"In C" was composed by Terry Riley in 1964. In the year of my birth, 1968, Columbia Masterworks (MS 7178) released a recording of "In C" made by Terry Riley and ten members of the Center of the Creative and Performing Arts in the State University of New York at Buffalo, one of three records released as part of its newly inaugurated "Music of Our Time" series.
In 2006, I was listening to that same recording of "In C" for the nth time, relaxing in the rapture, re-reading the liner notes, and checking out the score printed on the inner gatefold sleeve of the record. And it occurred to me -- why not translate all 53 figures into MIDI and perform a solo electronic version?
Why not? Well, it is counter to Riley's original conception of the piece, which was to be played by a very large ensemble of sensitive and complementary musicians well prepared to improvise their way through the 53 parts at their own initiative and in response to each other's musical instincts and/or decisions.
"Why not" also presented itself as a whole host of decisions i had to make in order to realize the piece live and by myself. How large an ensemble would i attempt to emulate? I decided on 4 - any fewer seemed too few, and attempting to adopt the personage of more than four individuals seemed beyond all "reasonable" control.

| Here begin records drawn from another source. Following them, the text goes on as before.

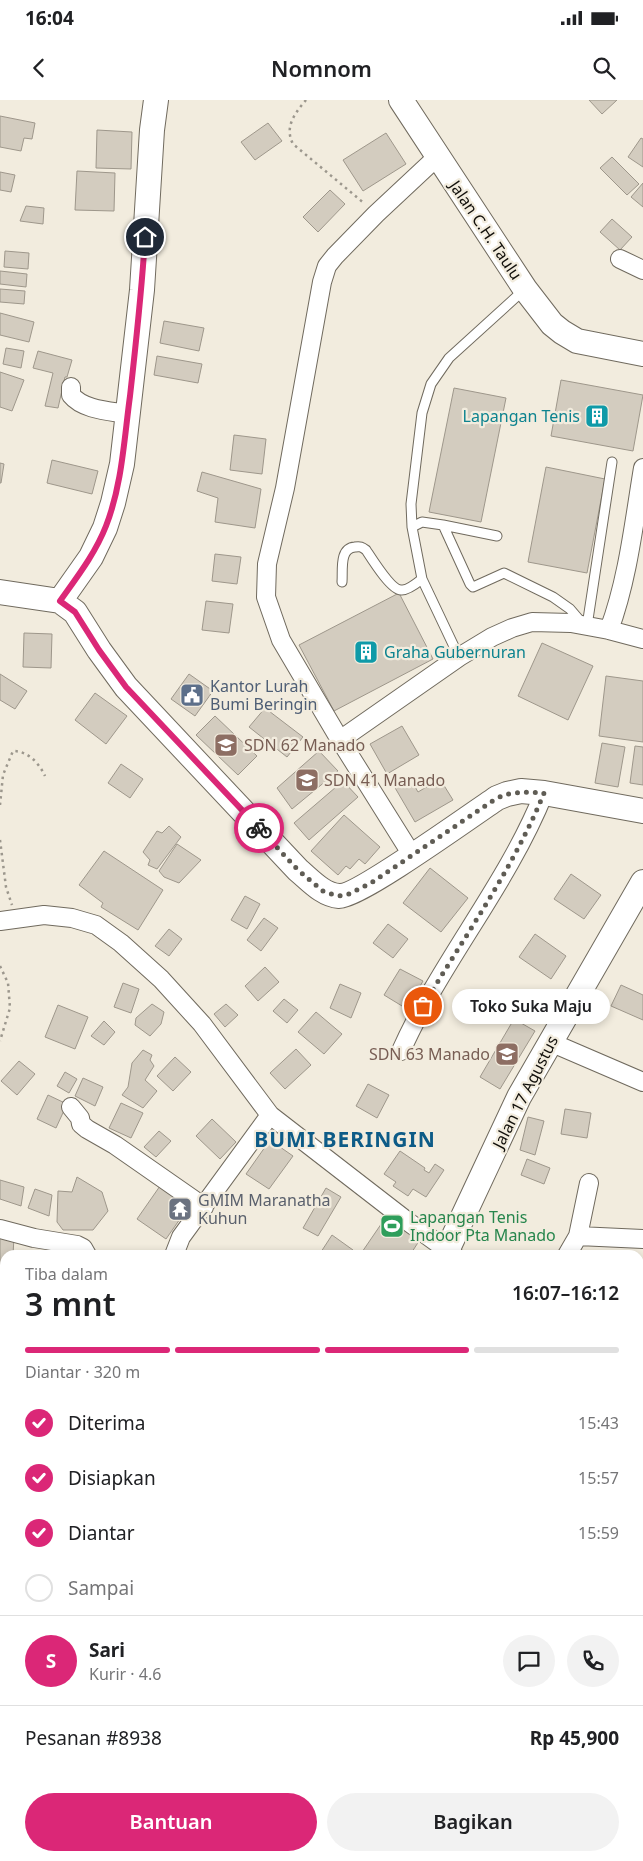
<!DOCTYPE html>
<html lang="id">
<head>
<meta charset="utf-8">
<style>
  :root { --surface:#fff; --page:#f2f2f2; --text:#202124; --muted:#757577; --line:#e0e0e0; --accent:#db2777 }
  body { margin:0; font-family:"Noto Sans",sans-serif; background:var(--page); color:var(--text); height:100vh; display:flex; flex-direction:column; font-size:19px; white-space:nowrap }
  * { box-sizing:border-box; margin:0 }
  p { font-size:16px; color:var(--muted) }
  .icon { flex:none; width:28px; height:28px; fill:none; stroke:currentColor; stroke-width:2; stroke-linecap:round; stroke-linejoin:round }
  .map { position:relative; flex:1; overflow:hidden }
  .side { position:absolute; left:0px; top:1150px; width:644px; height:611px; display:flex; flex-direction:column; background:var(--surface); border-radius:15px 15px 0 0; box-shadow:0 2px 8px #0003 }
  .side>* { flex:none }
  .pin { position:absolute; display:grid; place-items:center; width:42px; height:42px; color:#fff; margin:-21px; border:2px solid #fff; border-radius:50%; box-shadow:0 1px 5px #0007 }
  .courier { position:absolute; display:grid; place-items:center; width:50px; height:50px; margin:-25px; border:4px solid #db2777; border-radius:50%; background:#fff; color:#222; box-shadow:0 1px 6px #0007 }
  .bubble { position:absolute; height:35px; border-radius:18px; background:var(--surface); box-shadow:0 2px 8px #0003; font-size:16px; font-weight:600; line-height:35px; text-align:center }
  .summary em { font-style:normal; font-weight:600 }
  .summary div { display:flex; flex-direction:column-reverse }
  .summary { display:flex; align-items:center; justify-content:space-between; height:85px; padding:0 25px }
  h1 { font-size:32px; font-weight:600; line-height:38px }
  .bar { display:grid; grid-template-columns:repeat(4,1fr); gap:8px 5px; align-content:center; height:60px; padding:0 25px }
  .bar i { height:6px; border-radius:4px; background:var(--line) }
  .bar .on { background:var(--accent) }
  .bar p { grid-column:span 4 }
  .line { display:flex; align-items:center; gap:12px; padding:0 25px; border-top:1px solid var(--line) }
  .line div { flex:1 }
  .round { display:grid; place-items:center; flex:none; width:52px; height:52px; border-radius:26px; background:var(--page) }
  ol { padding:0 25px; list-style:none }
  li { display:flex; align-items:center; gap:15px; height:55px }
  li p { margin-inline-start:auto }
  li .icon { padding:5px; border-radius:50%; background:var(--accent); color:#fff; stroke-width:4 }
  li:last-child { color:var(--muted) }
  li i { width:28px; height:28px; border:2px solid var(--line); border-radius:50% }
  .primary-button { display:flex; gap:10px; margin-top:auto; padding:10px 25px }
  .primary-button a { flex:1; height:58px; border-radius:30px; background:var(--accent); color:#fff; font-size:20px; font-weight:600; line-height:58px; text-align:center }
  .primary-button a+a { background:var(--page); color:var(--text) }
  .status { display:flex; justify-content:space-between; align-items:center; height:35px; padding:0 25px; background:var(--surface); direction:ltr }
  .status svg { height:14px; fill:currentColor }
  header { display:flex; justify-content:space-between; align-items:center; height:65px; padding:0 25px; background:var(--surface); font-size:22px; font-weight:600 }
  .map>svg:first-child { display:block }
</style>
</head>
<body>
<div class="status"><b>16:04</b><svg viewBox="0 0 49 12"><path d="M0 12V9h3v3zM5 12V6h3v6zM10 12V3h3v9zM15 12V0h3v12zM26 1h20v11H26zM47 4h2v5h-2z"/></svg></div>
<header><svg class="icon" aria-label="back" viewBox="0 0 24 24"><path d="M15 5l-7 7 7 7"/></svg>Nomnom<svg class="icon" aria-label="search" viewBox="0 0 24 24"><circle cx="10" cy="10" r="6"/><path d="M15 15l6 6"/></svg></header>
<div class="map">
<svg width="643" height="1761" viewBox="0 0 643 1761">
  <rect width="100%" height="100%" fill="#f2ecde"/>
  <path fill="#d3ccbf" stroke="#9e978b" d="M589 0H617L602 14Z
    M0 16 35 23 32 39 24 38 21 51 0 47Z
    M268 23 282 41 255 60 241 42Z
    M97 30 132 32 131 69 96 68Z
    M386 33 406 64 363 91 343 60Z
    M641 38 643 39V67L628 57Z
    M612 57 639 84 627 95 600 68Z
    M77 71 115 73 114 111 75 110Z
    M0 72 15 75 11 92 0 90Z
    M643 83V107L631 97Z
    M330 90 345 104 318 132 303 117Z
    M26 106 44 108 43 124 20 121Z
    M612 119 632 137 620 150 600 132Z
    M5 151 29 153 28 169 4 167Z
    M0 171 27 174 26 187 0 184Z
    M0 189 25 191 24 204 0 202Z
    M0 213 34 222 29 242 0 235Z
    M164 221 204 228 199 251 160 243Z
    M6 248 24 251 21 268 3 264Z
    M38 251 72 260 67 277H65L58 308 45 306 53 273 33 268Z
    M157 256 202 264 198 283 154 275Z
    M0 272 24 280 12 311 0 307Z
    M561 280 643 295 633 351 551 336Z
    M454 288 506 298 481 422 429 412Z
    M234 335 266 339 262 374 230 370Z
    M52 360 98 371 92 394 47 383Z
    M0 363 4 364 1 383H0Z
    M546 367 605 379 587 473 528 462Z
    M202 372 261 389 255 428 215 422 218 398 197 391Z
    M215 454 241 457 237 484 212 481Z
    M399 493 433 559 334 611 299 545Z
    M206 501 233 504 229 533 202 530Z
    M24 533 52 534 51 568 23 567Z
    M542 543 593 566 568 620 518 596Z
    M0 574 27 591 15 609 0 600Z
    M189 574 213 591 195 616 171 599Z
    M606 576 643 581V642L599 636Z
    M95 593 127 616 106 644 75 620Z
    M265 608 303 637 287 657 249 627Z
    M215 616 257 656 238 675 196 635Z
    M402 626 419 655 387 674 370 644Z
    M602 643 625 647 618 687 595 683Z
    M635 646 643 647V685L630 683Z
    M319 651 338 671 292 709 277 688Z
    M121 664 143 679 130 698 108 683Z
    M410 678 418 692 440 679 453 700 415 722 394 686Z
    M343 681 358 697 309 740 294 723Z
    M344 715 380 747 365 764 359 759 350 769 346 766 338 775 311 751Z
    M169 726 181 737 157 769 148 765 150 760 143 752 157 731 162 733Z
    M177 744 201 760 179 783 164 777 159 771Z
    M104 751 163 790 138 830 101 807 103 803 79 785Z
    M430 768 468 798 441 832 403 803Z
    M571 774 601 795 584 819 554 799Z
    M245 796 260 804 247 829 231 820Z
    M264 818 278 828 261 851 247 840Z
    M388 824 408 839 393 858 373 843Z
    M169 829 182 839 169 856 155 846Z
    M535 834 566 856 551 879 519 857Z
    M265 867 279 882 258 901 245 886Z
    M400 869 423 881 407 909 384 895Z
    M123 883 139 889 131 913 114 907Z
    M340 884 361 893 351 918 330 908Z
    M621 885 643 895V920L611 906Z
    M284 899 298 910 287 923 273 911Z
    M152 904 164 912 161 924 150 936 135 925 136 918Z
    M226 904 238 915 225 927 214 914Z
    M58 905 88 917 75 949 45 937Z
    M316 912 342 934 324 954 298 932Z
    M514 919 535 931 500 989 480 977Z
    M104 921 115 932 104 945 91 936Z
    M296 949 311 965 285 989 270 973Z
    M143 950 152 955 150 960 154 966 145 980 157 991 143 1008 122 995 128 987 132 963Z
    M175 957 191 972 173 991 157 976Z
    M19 961 35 974 17 995 1 981Z
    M65 972 77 979 69 993 57 986Z
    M83 978 103 987 95 1006 75 996Z
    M368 984 389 995 377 1018 356 1006Z
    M48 995 67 1004 56 1028 37 1019Z
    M121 1003 143 1013 131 1038 109 1028Z
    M565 1009 591 1013 587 1038 561 1034Z
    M528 1017 544 1021 535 1055 520 1050Z
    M212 1019 236 1042 220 1059 196 1036Z
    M159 1031 171 1041 156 1057 144 1047Z
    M270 1040 293 1056 269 1089 246 1074Z
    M400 1051 425 1068 424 1070 429 1073 435 1064 444 1070 426 1097 413 1089 408 1096 393 1086 396 1082 384 1074Z
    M527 1059 550 1068 544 1084 521 1075Z
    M77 1077 102 1092 108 1111 93 1130H63L57 1122 58 1091 72 1092Z
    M0 1080 24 1087 21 1106 0 1099Z
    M160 1086 189 1106 166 1139 137 1119Z
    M326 1088 341 1097 318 1136 303 1128Z
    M35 1089 52 1095 49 1116 28 1108Z
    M388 1114 421 1138 410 1155H360Z
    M332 1135 353 1150 350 1155H319Z
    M0 1136 14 1137 13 1155H5V1174L0 1173Z
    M643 1251V1288L639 1289V1253Z
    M0 1345H5V1366H0Z
    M643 1487V1508L639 1509V1488Z
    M311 1756H334L333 1761H311Z
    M402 1758 436 1761H402Z"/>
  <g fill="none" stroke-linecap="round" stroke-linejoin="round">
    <g stroke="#706a5e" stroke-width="11">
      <path id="lane" d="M443 425 497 436
        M412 427 422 422 443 425 470 484 473 487 504 473 553 497 570 509 582 523
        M342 482C343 470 339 448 355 447 360 446 362 447 366 450 372 459 391 490 401 490 407 491 417 483 422 479
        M587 526 612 362
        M459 557 422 479 412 427 411 404 422 313 431 284 449 258 525 189"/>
    </g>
    <g stroke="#706a5e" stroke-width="20">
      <path id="street" d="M620 159 643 170
        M71 287V295C83 310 110 311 127 314
        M609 530C628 479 634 422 643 368
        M340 640 459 557 492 537 512 528 532 522 571 523 609 530 643 539
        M412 755 340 640 281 540 266 497 267 464 285 388 322 182 327 166 335 156 376 114 437 57
        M0 821 44 815 72 818 96 825 121 843 161 879 202 924 270 1015 407 1121 454 1155
        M550 942 643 982
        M401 951C441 861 507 785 544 693
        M71 1007 80 1018 81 1024 87 1029 115 1045 204 1107
        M0 1129 34 1138 77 1145 83 1148 87 1155
        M578 1136 589 1083
        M174 1155 181 1137 270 1015
        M567 1155 578 1136 643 1139
        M639 1451H643
        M0 1543H5
        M0 1658 5 1659
        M639 1668 643 1669
        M383 1756V1761
        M167 1761 169 1756"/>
    </g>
    <g stroke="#706a5e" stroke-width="26">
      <path id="secondary" d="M401 0 525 189 552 224 562 232 577 241 643 254
        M0 492 60 501 75 512 99 550 126 587 298 770C310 780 323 795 339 796 358 797 473 714 497 698L507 694 521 691 544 693 643 711
        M60 501 91 457 105 428 113 403 122 364 142 190 152 30 156 0
        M445 1155 519 997 643 782
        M495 1756 497 1761"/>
    </g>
    <path stroke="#9c978d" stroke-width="2.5" stroke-dasharray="2.5 4" stroke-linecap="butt" d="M306 0C295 13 284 27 293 44L365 104
      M0 705 3 675 13 651C28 651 39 663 45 676
      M0 740 6 787 12 805
      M0 866 8 883 10 908 0 941"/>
    <use href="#lane" stroke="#fff" stroke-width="9"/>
    <use href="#street" stroke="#fff" stroke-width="18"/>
    <use href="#secondary" stroke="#fff" stroke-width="24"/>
  </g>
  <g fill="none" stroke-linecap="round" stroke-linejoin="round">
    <path stroke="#5f5c54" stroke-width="5" stroke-dasharray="0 9" d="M259 728 298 770 324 792 339 796 347 795 371 783 497 698C513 691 526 692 544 693 513 769 464 837 423 906"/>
    <path stroke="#db2777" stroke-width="6" d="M145 137C142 190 136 243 130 296 124 340 122 385 106 426 95 454 77 477 60 501L75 512 99 550 126 587 259 728"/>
  </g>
  <defs>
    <g id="building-square" transform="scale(1.25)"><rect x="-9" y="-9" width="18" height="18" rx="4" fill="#0f9aa8" stroke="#f2ecde"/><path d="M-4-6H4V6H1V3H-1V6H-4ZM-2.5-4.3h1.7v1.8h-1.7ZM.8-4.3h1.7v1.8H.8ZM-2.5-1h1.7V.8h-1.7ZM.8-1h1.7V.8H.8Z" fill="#fff"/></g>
    <g id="civic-square" transform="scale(1.25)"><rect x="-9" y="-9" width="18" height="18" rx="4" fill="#5c6f8a" stroke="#f2ecde"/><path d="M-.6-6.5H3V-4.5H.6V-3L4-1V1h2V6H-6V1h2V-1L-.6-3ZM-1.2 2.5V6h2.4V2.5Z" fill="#fff"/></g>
    <g id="school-square" transform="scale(1.25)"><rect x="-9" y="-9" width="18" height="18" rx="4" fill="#8d6e63" stroke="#f2ecde"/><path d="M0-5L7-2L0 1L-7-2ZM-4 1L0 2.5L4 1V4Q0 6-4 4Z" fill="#fff"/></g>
    <g id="temple-square" transform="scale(1.25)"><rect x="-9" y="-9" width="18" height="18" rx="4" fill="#6b7280" stroke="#f2ecde"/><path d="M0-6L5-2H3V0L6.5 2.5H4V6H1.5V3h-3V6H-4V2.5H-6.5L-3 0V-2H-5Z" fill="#fff"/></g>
    <g id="stadium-square" transform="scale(1.25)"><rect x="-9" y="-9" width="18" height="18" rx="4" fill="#2e9e5b" stroke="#f2ecde"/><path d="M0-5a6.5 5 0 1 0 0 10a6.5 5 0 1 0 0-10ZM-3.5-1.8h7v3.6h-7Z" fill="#fff"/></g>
  </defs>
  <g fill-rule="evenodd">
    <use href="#building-square" x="597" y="316"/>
    <use href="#building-square" x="366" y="552"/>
    <use href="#civic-square" x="192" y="595"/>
    <use href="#school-square" x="226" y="645"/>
    <use href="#school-square" x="307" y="680"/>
    <use href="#school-square" x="507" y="954"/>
    <use href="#temple-square" x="180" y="1109"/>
    <use href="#stadium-square" x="392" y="1126"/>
  </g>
  <g text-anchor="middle" stroke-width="4.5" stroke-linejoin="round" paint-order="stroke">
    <g font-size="16" fill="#100e0a" stroke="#f2ecde">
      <text transform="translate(486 130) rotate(56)" y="6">Jalan C.H. Taulu</text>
      <text transform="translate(525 992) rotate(-63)" y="6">Jalan 17 Agustus</text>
    </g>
    <g font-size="16" fill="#0d838f" stroke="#f2ecde" text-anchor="end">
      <text x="580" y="322">Lapangan Tenis</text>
      <text x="384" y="558" text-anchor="start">Graha Gubernuran</text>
    </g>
    <g font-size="16" fill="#4e5e75" stroke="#f2ecde" text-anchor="start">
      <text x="210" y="592">Kantor Lurah<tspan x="210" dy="18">Bumi Beringin</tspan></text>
    </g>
    <g font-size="16" fill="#785e54" stroke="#f2ecde" text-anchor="start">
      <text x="244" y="651">SDN 62 Manado</text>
      <text x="324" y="686">SDN 41 Manado</text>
      <text x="490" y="960" text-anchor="end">SDN 63 Manado</text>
    </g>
    <g font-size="16" fill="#5b616d" stroke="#f2ecde" text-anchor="start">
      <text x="198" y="1106">GMIM Maranatha<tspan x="198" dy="18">Kuhun</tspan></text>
    </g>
    <g font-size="16" fill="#27864d" stroke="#f2ecde" text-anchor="start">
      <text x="410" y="1123">Lapangan Tenis<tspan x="410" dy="18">Indoor Pta Manado</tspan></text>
    </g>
    <g font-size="21" font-weight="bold" letter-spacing="1" fill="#0d5b87" stroke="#f2ecde">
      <text x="345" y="1047">BUMI BERINGIN</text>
    </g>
  </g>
</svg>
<div class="pin" style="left:423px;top:906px;background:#ea580c"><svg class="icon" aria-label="bag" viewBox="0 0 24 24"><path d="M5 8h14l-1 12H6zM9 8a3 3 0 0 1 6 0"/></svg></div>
<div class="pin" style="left:145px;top:137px;background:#1f2937"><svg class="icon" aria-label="home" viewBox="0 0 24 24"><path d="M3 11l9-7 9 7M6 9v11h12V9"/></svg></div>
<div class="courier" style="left:259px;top:728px"><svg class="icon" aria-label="bike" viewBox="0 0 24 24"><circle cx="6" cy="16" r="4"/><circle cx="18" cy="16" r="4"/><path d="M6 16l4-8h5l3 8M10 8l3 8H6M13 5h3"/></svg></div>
<div class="bubble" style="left:452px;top:889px;width:158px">Toko Suka Maju</div>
<section class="side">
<div class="summary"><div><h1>3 mnt</h1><p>Tiba dalam</p></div><em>16:07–16:12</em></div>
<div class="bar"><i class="on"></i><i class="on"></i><i class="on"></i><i></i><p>Diantar · 320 m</p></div>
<ol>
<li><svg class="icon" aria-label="check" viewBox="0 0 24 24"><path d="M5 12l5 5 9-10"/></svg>Diterima<p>15:43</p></li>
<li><svg class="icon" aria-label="check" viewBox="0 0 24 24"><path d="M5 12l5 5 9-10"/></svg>Disiapkan<p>15:57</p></li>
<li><svg class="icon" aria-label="check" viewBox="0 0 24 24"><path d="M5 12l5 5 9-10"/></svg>Diantar<p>15:59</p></li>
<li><i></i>Sampai</li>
</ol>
<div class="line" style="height:90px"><b class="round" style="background:var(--accent);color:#fff">S</b><div><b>Sari</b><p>Kurir · 4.6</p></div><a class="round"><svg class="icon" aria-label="chat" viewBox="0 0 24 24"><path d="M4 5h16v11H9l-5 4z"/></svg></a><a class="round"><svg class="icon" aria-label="phone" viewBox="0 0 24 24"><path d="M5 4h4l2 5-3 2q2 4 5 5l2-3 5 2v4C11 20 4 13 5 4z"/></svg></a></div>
<div class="line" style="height:65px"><div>Pesanan #8938</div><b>Rp 45,900</b></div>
<div class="primary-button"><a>Bantuan</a><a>Bagikan</a></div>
</section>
</div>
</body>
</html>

Thanks to the convenience of MIDI, and synthesizers, and samplers, I decided to use two voices for each "player." But what instruments? I settled on a synthesized flute, a sample of a mellotron flute, a free piano plug-in, a sample bank of percussion (miscellaneous pots and pans i'd recorded at my grandmother's house), a couple more free synthesizer plug-ins, and a couple of FM synthesizers.
I decided to fully embrace the idea of looping each of the 53 parts as I travelled through them on the various voices--an idea which is almost counter to Riley's conception of the performance, although, strictly speaking, following his own performance notes allowed for repeating each part as many times as a performer chooses.
I also decided to tune the percussion samples to taste, rather than in a one-to-one relationship with the C scale. I chose the tuning of the percussion while improvising through a few parts of the composition.
And once I'd tuned the percussion, and upon concluding that I could more-or-less handle pretending to be four electronically-influenced players at once, I decided that I wouldn't rehearse the piece - I'd just improvise my way through it for the first time at my upcoming performance.
I then decided to edit together a video piece that I would "accompany." (The finished video, available on DVD, is a tweaked-out version of a drive from just north of Houston, Texas to my family's old farm in northern Mississippi.)
Of course things went wrong during the recording… I forgot to start recording until I'd advanced through the first 10 parts - well, parts 10, 13, 11 and 12 to be exact… and I accidentally stopped recording at the moment I'd made it to parts 49, 46, 48 and 48. (This still worked out better than my traditional habit of forgetting to ever hit "record" at all.)
Unfortunately, a few years later when I finally decided, "hey - i wonder how that sounded?" I discovered that the recording was over-driven and distorted. Rather than recording/performing it again, I decided, in the spirit of the original improvised performance, to "just" do an improvised mix of that recording making extensive use of filters and EQ's to smooth out the overdriven edges. What I ended up with that afternoon is the performance you'll hear on this recording.
Lastly - "In C" is one of my very favorite pieces of music in the world, and Terry Riley is a personal hero of mine. I own four different recordings of "In C," each performed by a unique ensemble, and this is my version. This project is wholly dedicated toTerry Riley, for all the joy and inspiration he has brought me over the years.